Woodlands School is a secondary school in Basildon, Essex. The school currently educates more than 1600 students from Basildon and South East Essex.

Overview
The school is on a single site and is made up of one main building.
Woodlands School offers English, maths, science, languages (German, Spanish and French), geography, history, personal and social education, information and communication technologies, performing arts, media studies, design technology, art and physical education.

Previously a community school administered by Essex County Council, Woodlands School converted to academy status on 1 April 2015. However the school continues to coordinate with Essex County Council for admissions.

School life
Traditionally, a month after Year 11 students begin study leave and a month before their exam results are revealed, a prom is held for the students.(by parents)
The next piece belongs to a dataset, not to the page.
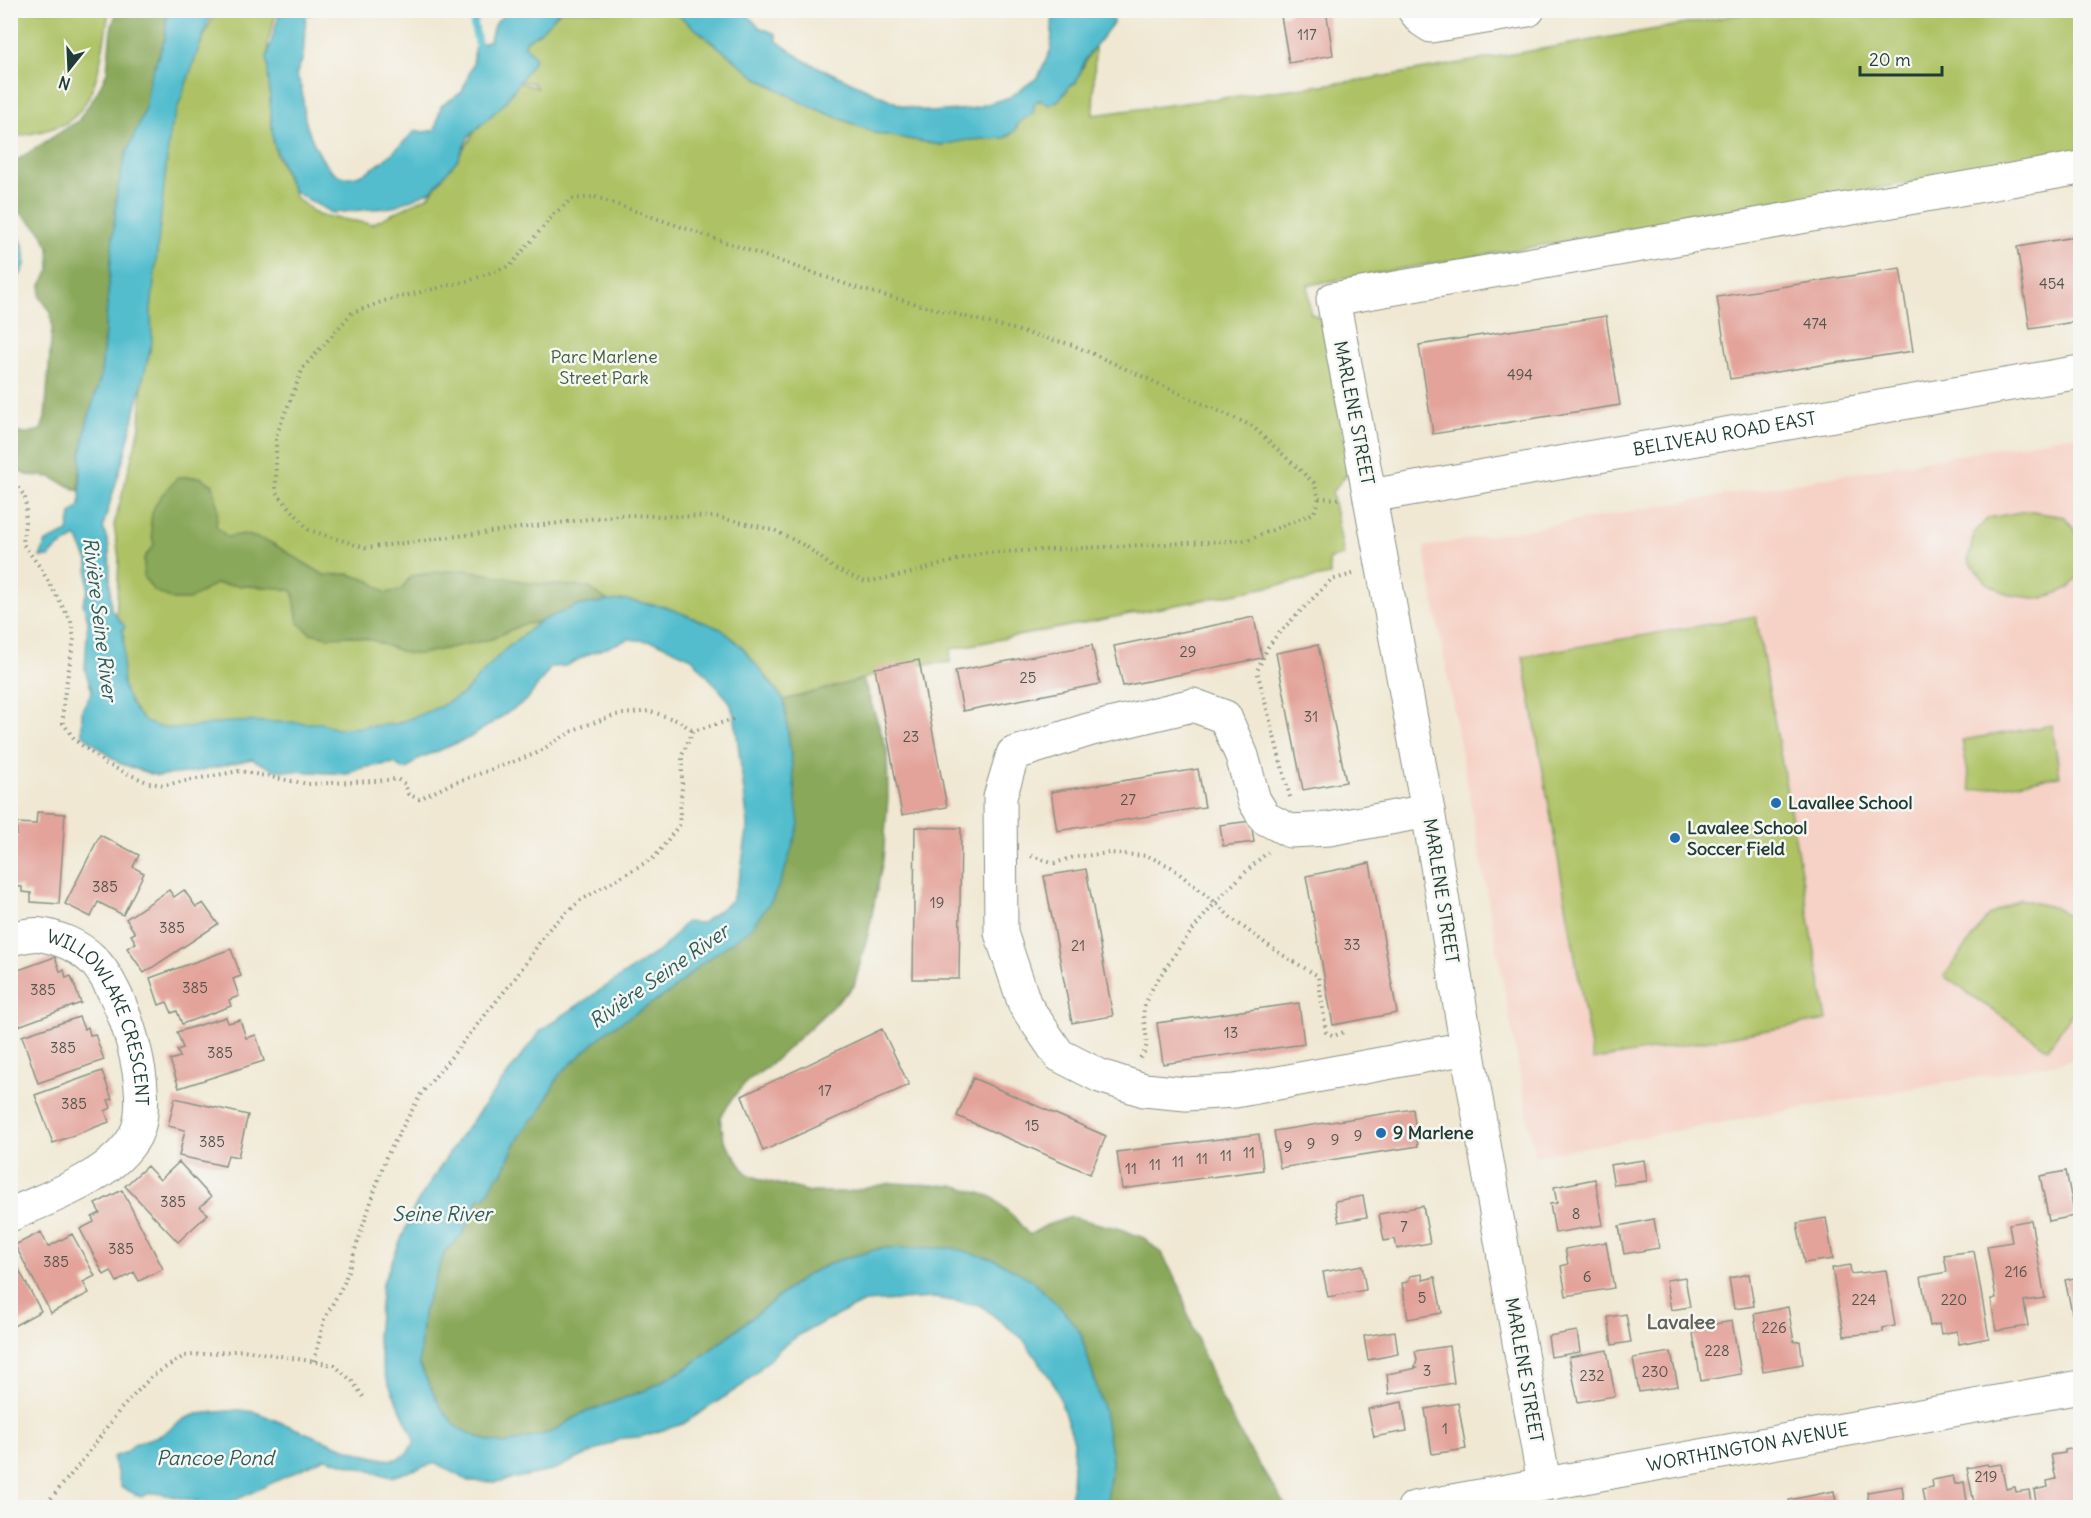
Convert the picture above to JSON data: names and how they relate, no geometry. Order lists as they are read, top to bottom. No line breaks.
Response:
{"streets":{"street":["MARLENE STREET","BELIVEAU ROAD EAST","WILLOWLAKE CRESCENT","WORTHINGTON AVENUE"]},"crossings":[["MARLENE STREET","BELIVEAU ROAD EAST"],["MARLENE STREET","WORTHINGTON AVENUE"]],"districts":["Lavalee"],"water":["Rivière Seine River","Seine River","Pancoe Pond"],"parks":["Parc Marlene Street Park"],"places":["Lavallee School","Lavalee School Soccer Field","9 Marlene"],"house_numbers":["117","454","474","494","29","25","31","23","27","385","19","385","33","21","385","385","13","385","385","17","385","15","9","9","385","9","9","11","11","11","11","11","11","385","8","7","385","385","216","6","5","224","220","226","228","3","230","232","1","219"],"scale_bar":"20 m","north":"bottom"}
Every academic year, Woodlands School appoints 90 Year 11 students as prefects. Each prefect is given a department to work within. From these prefects, 15 head prefects are chosen, these are also known as Senior Prefects. There is a head boy and head girl . The school has recently introduced deputy head boy and deputy head girl.

Performing Arts
Since 2005, the school has been working to expand its specialism in performing arts into the local community. Community youth organisations are now working in partnership to use funding from Essex County Council's Youth Opportunities Fund and Youth Capital Fund to complete the construction of the Theatre.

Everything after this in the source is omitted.